Accessibility of the config.ini File

Likewise the data directories /tmp and /global the configuration file „config.ini“ are normally also accessible via the /global/config directory (depending on the web server configuration).

Since the access data for the Portalsuite data base are written into this file, someone in possession of this data could possibly cause considerable damage. Usually the IP address should additionally be included in the authentication process, so that the access data of the configuration file alone do not enable access.

Solution: The config.ini cannot be switched, because the Portalsuite 2002 searches for them exclusively in this directory. Therefore the file is not accessible per web, the web server has to be reconfigured. The idea here is to redirect the access onto another file or into a dead end when the file is requested.

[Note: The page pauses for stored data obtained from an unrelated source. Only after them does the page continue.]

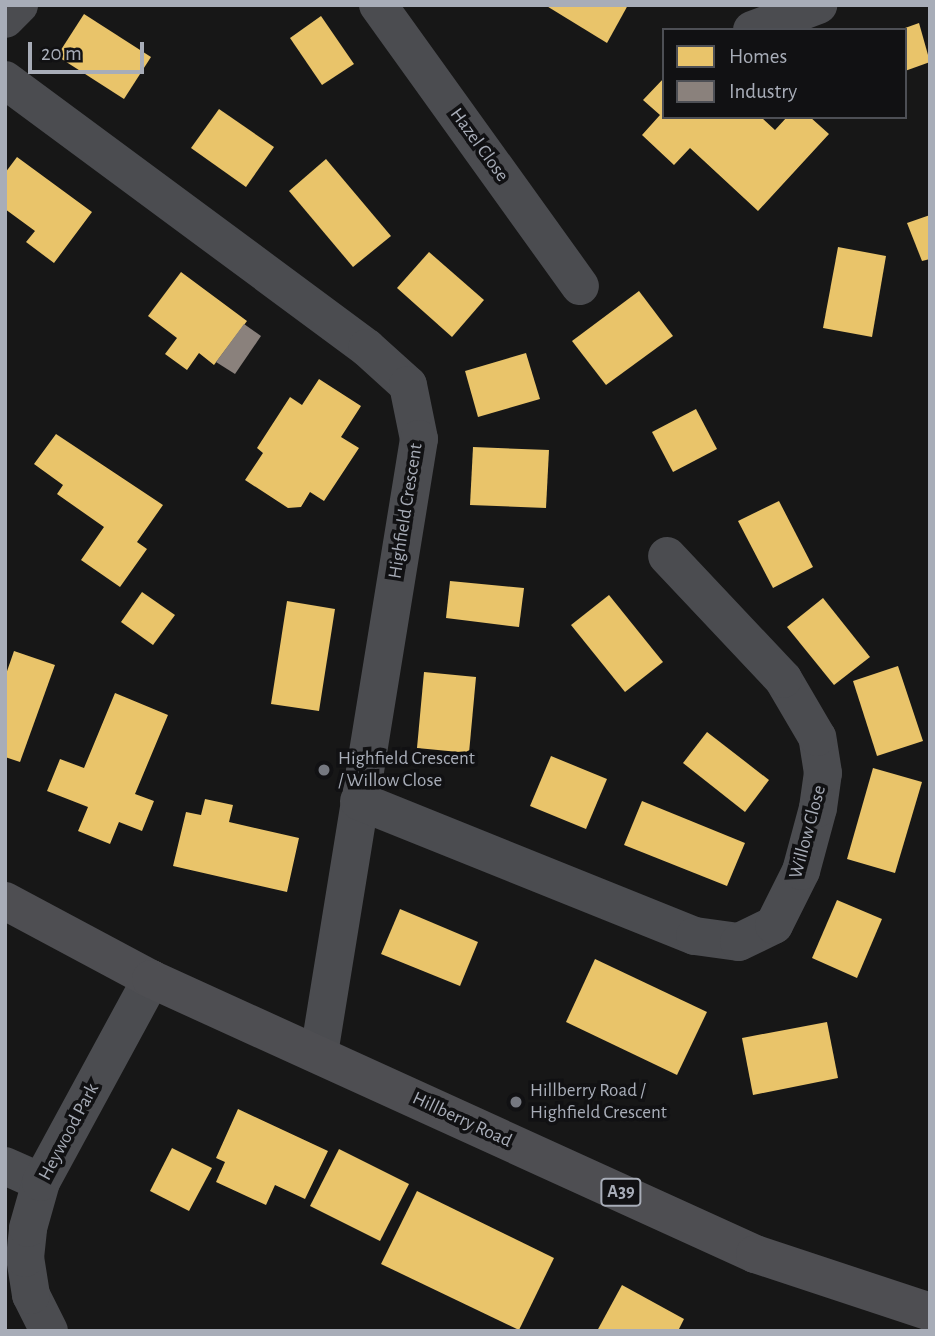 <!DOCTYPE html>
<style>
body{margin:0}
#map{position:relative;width:935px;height:1336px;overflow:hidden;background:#171717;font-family:"Alegreya Sans",sans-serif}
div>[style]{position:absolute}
.homes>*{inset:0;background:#e9c46a}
.industry>*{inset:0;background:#8a817c}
.minor>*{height:38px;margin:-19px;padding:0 19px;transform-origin:19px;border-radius:19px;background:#4b4c50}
.trunk>*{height:38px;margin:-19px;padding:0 19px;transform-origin:19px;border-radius:19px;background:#4e4e52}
.dots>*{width:19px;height:19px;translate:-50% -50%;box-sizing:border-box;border:4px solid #111113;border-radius:50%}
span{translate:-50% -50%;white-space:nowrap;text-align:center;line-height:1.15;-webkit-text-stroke:7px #111113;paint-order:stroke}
.shield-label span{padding:2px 5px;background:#111113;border:2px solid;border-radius:5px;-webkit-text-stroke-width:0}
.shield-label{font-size:18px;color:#a8adb8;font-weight:700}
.street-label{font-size:19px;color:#a8adb8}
.poi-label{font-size:19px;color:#a8adb8}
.left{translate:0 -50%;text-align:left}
.frame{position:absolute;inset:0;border:7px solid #a8adb8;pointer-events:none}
.legend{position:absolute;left:662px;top:28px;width:245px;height:91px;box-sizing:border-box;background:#111113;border:2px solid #4d4f55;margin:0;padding:9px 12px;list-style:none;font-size:21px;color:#a8adb8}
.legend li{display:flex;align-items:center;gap:14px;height:35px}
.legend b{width:35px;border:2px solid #4d4f55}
.scale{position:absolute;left:28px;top:42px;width:116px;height:32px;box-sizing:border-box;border:4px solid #a8adb8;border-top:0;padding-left:9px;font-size:21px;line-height:24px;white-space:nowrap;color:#a8adb8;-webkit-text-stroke:5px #111113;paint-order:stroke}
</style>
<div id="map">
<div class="homes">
<div style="clip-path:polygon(545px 5px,628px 5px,607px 43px)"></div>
<div style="clip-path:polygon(84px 14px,151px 57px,124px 99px,57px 56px)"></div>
<div style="clip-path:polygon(321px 16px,354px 64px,322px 85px,290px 38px)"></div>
<div style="clip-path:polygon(919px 23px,930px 62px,905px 71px,905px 28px)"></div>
<div style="clip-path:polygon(664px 78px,664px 117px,761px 117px,775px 130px,787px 117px,810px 117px,829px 134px,758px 211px,690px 148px,674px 165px,642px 135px,660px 115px,643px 100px)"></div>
<div style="clip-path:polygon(219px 109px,274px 147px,246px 187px,191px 148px)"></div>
<div style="clip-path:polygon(17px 157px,92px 212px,54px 263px,26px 242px,35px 231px,5px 209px,5px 173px)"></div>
<div style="clip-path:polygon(326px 159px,391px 236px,353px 267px,289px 191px)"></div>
<div style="clip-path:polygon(930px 215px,930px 259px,922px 261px,907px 223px)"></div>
<div style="clip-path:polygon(838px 247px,886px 256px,872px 337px,823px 328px)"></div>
<div style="clip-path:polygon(429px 252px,484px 300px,452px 337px,397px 288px)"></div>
<div style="clip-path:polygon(181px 272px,247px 321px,214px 365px,199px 353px,187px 370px,165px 354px,177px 338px,148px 316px)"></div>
<div style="clip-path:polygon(639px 291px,673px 336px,606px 385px,572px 341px)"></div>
<div style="clip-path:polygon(526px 353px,540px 399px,478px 417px,465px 371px)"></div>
<div style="clip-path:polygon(319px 379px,361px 406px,341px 437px,359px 448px,324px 501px,310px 492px,301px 507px,288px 508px,245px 480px,263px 453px,257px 448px,290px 397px,302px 405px)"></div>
<div style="clip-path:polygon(696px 409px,717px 449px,673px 472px,652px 432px)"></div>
<div style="clip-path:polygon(56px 434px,163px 505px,137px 542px,147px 549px,120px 587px,81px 560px,104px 527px,57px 494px,63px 485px,34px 464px)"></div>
<div style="clip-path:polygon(473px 447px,549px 450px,546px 508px,470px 505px)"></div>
<div style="clip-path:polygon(779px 501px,813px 567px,773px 588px,738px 521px)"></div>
<div style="clip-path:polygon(450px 581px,524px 588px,519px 627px,446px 618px)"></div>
<div style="clip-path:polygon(142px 592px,175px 615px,153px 645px,121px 622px)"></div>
<div style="clip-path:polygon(609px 595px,663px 662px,625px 692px,571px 625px)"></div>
<div style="clip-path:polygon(823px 598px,870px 657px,834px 685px,787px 627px)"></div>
<div style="clip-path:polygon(287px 601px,335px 609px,319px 711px,271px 704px)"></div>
<div style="clip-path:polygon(14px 651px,55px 665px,20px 762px,5px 757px,5px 677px)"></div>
<div style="clip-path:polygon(898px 666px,923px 741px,877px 756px,853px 681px)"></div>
<div style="clip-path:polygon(424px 672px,476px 677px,469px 753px,417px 748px)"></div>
<div style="clip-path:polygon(115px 693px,168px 715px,135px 794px,154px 801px,142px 831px,119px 822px,110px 844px,78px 831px,88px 807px,47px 791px,60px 759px,84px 768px)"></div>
<div style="clip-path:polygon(707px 732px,769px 780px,745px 812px,683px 763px)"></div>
<div style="clip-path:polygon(551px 756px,607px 779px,586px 829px,530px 806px)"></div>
<div style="clip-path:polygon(873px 768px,922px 782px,895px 873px,847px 859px)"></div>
<div style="clip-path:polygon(205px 799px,233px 805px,229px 822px,299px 838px,287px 892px,173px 866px,186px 812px,201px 815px)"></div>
<div style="clip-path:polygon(642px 801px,745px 843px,727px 886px,624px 845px)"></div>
<div style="clip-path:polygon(837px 900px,882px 919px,857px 978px,812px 958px)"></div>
<div style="clip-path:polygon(400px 909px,478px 942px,460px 986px,381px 954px)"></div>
<div style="clip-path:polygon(595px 959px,707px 1012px,677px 1075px,566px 1022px)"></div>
<div style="clip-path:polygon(827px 1022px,838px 1078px,753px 1095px,742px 1038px)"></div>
<div style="clip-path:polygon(238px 1109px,328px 1151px,305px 1199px,275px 1185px,266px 1205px,216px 1182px,225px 1162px,216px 1158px)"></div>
<div style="clip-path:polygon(172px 1148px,212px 1168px,189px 1211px,150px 1191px)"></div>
<div style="clip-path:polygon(339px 1149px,409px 1184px,380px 1241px,310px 1206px)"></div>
<div style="clip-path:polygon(417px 1191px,554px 1258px,519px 1330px,381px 1264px)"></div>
<div style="clip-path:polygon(622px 1285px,684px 1319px,678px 1331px,597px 1331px)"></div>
</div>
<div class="industry">
<div style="clip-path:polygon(244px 324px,261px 336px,235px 374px,216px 362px)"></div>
</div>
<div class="minor">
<div style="left:378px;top:5px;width:346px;rotate:54.3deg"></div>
<div style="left:5px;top:19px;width:20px;rotate:-45deg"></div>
<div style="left:752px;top:30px;width:71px;rotate:-20.7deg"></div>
<div style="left:5px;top:80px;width:450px;rotate:36.5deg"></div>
<div style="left:367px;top:348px;width:55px;rotate:42.1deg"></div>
<div style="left:408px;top:385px;width:55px;rotate:78.5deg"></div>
<div style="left:419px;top:439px;width:623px;rotate:99.24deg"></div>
<div style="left:359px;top:801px;width:362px;rotate:21.9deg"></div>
<div style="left:695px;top:936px;width:44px;rotate:7.8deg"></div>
<div style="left:739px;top:942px;width:39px;rotate:-26deg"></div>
<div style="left:774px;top:925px;width:60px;rotate:-63.4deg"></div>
<div style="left:801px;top:871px;width:65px;rotate:-74.9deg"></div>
<div style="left:818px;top:808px;width:35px;rotate:-82deg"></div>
<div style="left:823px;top:773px;width:36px;rotate:-99deg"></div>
<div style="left:817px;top:737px;width:67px;rotate:-120.4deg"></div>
<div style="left:783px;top:679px;width:169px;rotate:-133.3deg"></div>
<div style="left:5px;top:1166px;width:39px;rotate:24deg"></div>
<div style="left:49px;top:1331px;width:40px;rotate:-116.6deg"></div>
<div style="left:31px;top:1295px;width:37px;rotate:-99deg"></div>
<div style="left:25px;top:1258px;width:30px;rotate:-84deg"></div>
<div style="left:28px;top:1228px;width:48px;rotate:-74.2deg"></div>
<div style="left:41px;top:1182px;width:231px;rotate:-61.5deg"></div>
</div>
<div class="trunk">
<div style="left:5px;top:901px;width:166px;rotate:28.1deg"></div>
<div style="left:151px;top:979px;width:664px;rotate:24.48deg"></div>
<div style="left:755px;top:1254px;width:184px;rotate:18.3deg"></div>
</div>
<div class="dots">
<div style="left:324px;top:770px;background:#757880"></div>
<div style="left:516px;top:1102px;background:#757880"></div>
</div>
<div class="shield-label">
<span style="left:621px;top:1192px">A39</span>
</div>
<div class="street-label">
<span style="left:479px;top:145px;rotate:54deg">Hazel Close</span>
<span style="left:406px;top:511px;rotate:-81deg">Highfield Crescent</span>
<span style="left:808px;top:832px;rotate:-75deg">Willow Close</span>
<span style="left:462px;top:1120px;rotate:25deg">Hillberry Road</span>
<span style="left:69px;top:1132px;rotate:-62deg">Heywood Park</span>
</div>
<div class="poi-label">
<span class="left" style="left:338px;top:770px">Highfield Crescent<br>/ Willow Close</span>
<span class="left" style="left:530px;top:1102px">Hillberry Road /<br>Highfield Crescent</span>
</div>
<div class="frame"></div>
<ul class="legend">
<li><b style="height:19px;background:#e9c46a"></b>Homes</li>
<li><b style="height:19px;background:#8a817c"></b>Industry</li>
</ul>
<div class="scale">20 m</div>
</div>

Since the Portalsuite 2002 tries to open the file on file level, this can be done without any trouble.

In the popular Apache server you can thereto simply add the following line in the section of the virtual host into the configuration file (insofar as you use virtual hosts):

Redirect /global/config/config.ini http://www.mydomain.de

This line redirects every access onto the „config.ini“ file to an arbitrary URL / domain. Again: Since the Portalsuite handles the access via the local file system and not via the web server, this solution represents no conflict but an effective prevention.
But you should make sure that your editor does not make an archival backup copy of this file after you edited the file (which then again would be accessible). Either you apply a second redirection or you delete possible backup copies manually or avoid their creation.